Shirky notes one “professional” organisation which attempted to reclaim its previous status. This was a French bus company that sued three of its former customers when they decided to try carsharing… p78
The talk about professions and scarcity is interesting since it has direct relevance to the de-professionalization of ministry and the rising ecology of collaborative ministry. Now that most people can have access to theological learning and knowledge – and even to training or supervision – where is the distinction between lay and professional in the church? The concept of “setting aside” remains helpful in some form – but for a smaller and smaller range of activities…
Chapter 4: Publish, then filter
“The media landscape is transformed, because personal communication and publishing, previously separate functions, now shade into one another. One result is to break the older pattern of professional filtering of the good from the mediocre before publication; now such filtering is increasingly social, and happens after the fact.” P81
In this chapter Shirky discusses the issue of the ease with which user generated content can be produced. He establishes a distinction between material produced for public consumption and personal messages uttered in public spaces.
“In this world the private register suffers – those of us who grew up with a strong separation between communication and broadcast media have a hard time…” p89
He also discusses the problem of fame, ie the more people you could interact with, the less you are likely to do so. “The web makes interactivity technologically possible, but what technology giveth, social factors take away… Fame is simply an imbalance between inbound and outbound attention… Though the possibility of two-way links is profoundly good, it is not a cure-all. On the Web interactivity has no technological limits, but it does have cognitive limits…” p 91
“Whether Oprah wants to talk to each and every member of her audience is irrelevant: Oprah can’t talk to even a fraction of her audience, ever, because she is famous…” p 92 “Egalitarianism is possible only in small social systems…” p 93
For many of us, dealing with emails is a similar issue – many small messages come in – but how many are we capable of returning? (see illustration on p 94-5)
Filtering is crucial, but it is no longer done by professionals before publication.
Shirky concludes that the internet can’t be compared to broadcast media.

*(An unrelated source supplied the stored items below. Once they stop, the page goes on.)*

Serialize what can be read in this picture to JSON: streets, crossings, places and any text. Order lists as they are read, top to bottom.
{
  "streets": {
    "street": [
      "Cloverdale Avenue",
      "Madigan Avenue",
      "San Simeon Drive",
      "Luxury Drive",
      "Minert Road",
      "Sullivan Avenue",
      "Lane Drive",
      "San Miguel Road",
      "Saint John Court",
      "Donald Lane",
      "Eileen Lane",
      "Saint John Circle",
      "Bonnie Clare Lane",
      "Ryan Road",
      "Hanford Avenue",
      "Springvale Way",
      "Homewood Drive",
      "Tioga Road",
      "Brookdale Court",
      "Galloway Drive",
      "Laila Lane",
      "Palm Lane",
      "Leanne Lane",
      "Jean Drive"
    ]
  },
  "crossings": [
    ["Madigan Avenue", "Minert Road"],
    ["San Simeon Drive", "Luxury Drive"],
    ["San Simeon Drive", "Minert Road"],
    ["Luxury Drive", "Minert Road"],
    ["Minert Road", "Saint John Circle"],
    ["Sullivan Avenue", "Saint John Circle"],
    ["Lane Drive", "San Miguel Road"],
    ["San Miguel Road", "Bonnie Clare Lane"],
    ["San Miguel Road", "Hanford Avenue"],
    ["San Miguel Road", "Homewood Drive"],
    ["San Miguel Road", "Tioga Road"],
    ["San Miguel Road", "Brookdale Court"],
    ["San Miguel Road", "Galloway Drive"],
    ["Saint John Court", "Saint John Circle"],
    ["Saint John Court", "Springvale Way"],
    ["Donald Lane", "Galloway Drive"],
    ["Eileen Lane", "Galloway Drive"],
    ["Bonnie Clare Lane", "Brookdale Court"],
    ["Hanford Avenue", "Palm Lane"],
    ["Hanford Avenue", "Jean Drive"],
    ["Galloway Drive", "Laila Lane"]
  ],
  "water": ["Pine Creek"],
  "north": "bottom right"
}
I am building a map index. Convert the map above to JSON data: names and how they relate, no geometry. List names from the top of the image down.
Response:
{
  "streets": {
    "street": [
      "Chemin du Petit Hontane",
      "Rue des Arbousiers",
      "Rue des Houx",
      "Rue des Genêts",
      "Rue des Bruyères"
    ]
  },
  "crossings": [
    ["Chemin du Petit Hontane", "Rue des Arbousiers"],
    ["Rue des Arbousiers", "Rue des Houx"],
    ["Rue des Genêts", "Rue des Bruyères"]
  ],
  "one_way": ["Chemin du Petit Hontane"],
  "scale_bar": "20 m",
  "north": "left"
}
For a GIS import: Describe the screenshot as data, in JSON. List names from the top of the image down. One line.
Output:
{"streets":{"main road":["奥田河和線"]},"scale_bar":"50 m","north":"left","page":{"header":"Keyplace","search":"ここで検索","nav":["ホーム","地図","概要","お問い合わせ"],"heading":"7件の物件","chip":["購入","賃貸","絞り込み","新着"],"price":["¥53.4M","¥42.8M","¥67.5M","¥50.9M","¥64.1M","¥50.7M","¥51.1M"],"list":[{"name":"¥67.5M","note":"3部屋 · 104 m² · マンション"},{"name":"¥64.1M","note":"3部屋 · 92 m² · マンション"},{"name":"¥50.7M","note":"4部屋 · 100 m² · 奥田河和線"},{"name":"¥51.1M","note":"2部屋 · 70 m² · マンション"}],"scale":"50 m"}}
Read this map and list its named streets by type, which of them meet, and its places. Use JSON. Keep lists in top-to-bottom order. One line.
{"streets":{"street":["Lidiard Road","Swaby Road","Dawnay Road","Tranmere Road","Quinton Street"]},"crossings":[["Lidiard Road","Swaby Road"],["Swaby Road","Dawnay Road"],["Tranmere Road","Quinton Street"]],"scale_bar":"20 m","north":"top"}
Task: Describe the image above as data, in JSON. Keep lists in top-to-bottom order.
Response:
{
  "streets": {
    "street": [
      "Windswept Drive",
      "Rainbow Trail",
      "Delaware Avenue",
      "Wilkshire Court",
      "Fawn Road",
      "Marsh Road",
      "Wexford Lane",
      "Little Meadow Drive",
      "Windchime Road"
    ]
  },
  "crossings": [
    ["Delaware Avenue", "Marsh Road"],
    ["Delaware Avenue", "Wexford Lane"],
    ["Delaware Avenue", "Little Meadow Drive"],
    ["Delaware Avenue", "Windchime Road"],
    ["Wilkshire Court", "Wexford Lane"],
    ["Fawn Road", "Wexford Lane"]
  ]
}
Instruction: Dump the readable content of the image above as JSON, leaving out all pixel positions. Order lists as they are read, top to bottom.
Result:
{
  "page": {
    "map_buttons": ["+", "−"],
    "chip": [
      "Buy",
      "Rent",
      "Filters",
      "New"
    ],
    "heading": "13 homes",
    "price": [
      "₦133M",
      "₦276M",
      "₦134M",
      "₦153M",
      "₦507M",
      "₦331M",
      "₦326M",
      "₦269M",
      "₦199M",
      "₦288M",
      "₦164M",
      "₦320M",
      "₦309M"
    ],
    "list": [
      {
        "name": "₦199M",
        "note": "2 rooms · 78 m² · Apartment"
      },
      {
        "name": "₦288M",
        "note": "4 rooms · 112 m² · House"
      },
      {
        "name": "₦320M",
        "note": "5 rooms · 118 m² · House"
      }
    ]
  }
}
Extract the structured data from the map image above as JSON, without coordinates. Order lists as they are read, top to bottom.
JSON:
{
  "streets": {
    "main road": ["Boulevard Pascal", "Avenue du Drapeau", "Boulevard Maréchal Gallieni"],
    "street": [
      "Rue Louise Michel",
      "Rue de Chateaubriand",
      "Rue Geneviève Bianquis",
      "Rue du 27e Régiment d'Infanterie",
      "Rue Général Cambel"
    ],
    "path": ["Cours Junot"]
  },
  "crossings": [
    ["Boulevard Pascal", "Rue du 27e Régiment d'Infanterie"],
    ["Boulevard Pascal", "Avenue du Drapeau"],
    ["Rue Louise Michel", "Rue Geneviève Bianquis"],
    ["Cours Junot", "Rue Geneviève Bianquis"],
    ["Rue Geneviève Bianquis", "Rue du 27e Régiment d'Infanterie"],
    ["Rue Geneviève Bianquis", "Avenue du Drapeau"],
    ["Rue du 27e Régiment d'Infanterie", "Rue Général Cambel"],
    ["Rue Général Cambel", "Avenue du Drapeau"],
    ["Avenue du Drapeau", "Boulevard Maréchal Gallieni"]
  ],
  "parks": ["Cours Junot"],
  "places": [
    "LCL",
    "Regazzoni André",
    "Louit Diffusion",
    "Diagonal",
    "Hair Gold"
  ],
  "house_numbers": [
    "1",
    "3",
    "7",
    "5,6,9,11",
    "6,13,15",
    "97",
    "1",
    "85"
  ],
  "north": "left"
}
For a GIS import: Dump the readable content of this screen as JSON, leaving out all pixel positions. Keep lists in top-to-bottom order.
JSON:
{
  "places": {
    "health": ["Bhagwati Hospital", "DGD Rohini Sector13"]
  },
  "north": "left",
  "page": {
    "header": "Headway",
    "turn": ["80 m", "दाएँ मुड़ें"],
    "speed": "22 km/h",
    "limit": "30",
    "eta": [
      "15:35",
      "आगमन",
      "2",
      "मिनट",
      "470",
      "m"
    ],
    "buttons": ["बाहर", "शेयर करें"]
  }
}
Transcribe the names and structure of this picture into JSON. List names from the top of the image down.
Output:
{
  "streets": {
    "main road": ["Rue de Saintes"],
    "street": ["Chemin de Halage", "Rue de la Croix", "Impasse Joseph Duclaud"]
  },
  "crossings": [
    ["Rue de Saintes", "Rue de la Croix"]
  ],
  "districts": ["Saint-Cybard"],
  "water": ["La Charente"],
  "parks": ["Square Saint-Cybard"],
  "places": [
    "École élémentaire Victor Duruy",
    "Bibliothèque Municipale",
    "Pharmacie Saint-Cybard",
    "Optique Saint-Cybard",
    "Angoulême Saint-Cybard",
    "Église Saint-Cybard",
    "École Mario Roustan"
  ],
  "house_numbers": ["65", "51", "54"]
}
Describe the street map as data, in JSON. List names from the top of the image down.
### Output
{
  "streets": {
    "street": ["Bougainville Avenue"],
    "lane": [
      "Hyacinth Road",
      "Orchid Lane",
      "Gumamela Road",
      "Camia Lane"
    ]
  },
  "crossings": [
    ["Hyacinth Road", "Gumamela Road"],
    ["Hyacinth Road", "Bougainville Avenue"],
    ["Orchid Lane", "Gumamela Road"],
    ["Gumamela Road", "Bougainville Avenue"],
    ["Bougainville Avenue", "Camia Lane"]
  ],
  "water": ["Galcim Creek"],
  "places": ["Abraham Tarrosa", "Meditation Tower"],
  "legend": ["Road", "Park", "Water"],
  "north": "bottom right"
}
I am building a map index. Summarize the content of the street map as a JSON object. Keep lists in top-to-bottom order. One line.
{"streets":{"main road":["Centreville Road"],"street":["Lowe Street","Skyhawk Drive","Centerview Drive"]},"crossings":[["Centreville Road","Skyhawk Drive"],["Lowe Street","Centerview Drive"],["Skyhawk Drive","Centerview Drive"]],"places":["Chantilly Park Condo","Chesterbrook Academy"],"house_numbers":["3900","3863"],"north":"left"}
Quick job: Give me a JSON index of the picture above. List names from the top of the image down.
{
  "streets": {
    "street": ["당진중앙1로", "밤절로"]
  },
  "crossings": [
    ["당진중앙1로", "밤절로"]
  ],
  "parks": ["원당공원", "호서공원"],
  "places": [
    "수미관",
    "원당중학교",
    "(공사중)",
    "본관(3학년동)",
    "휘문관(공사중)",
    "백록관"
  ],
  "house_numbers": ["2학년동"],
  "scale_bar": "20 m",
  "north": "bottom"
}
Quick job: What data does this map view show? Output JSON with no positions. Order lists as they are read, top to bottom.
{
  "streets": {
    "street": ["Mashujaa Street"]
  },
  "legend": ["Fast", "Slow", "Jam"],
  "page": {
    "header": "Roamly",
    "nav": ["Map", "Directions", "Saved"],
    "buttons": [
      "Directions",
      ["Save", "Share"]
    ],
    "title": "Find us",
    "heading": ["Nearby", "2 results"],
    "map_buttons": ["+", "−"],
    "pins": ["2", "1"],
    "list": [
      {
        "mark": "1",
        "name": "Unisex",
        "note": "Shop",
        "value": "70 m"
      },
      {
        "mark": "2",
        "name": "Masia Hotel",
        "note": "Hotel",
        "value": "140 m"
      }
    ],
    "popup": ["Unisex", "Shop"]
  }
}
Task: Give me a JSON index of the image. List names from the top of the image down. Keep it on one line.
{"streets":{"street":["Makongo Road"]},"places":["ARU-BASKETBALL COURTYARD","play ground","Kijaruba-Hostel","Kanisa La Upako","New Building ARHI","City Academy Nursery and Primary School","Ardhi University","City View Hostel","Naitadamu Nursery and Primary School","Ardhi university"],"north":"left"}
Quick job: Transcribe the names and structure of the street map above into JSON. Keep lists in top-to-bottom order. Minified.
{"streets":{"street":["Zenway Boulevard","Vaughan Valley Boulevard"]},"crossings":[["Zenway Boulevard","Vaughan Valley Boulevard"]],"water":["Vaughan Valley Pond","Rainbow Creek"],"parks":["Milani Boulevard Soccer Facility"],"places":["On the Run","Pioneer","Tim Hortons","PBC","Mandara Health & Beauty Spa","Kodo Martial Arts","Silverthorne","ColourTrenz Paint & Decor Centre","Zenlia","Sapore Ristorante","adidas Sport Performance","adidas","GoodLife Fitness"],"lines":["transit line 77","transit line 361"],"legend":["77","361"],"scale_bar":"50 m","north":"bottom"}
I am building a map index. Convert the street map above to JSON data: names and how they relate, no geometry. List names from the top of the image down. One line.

Cory Doctorow: “Conversation is King. Content is just something to talk about.” P99
The web provides a platform for what Etienne Wenger called “communities of practice” in which people discuss what they do and how they could do it better. P 100
Chapter 5: Personal Motivation Meets Collaborative Production
“Collaborative production, where people have to coordinate with one another to get anything done, is considerably harder than simple sharing, but the results can be more profound. New tools allow large groups to collaborate, by taking advantage of nonfinancial motivations and by allowing for wildly differing levels of contribution.” P 109
In this chapter Shirky discusses the origins, development and functioning of Wikipedia as an example of collaborative production. He makes a number of interesting observations, including the following:
“A Wikipedia article is a process, not a product, and as such is never finished…” p119
“…since anyone can act, the ability of the people in charge to kill initiatives through inaction is destroyed.” P121
“…many more people are willing to make a bad article better than are willing to start a good article from scratch. In 1991 Richard Gabriel, a software engineer at Sun Microsystems, wrote an essay that included a section called “Worse Is Better,” describing this effect…” p 122
There is huge imbalance in participation, illustrated by a chart on p. 123 A tiny proportion of the participants usually do the greatest proportion of the work – and this pattern is similar for all social tools…
“…the imbalance drives large social systems rather than damaging them. Fewer than two percent of Wikipedia users ever contribute, yet that is enough to create profound value for millions of users. And among those contributors no effort is made to even out their contributions…” p 125
“To understand the creation of something like a Wikipedia article, you can’t look for a representative contributor, because none exists…” p126
Shirky tells the story of a Shinto shrine that is not being classed as a historic place even though it is 1300 years old – because it is demolished and rebuilt with fresh wood every so often on the original design.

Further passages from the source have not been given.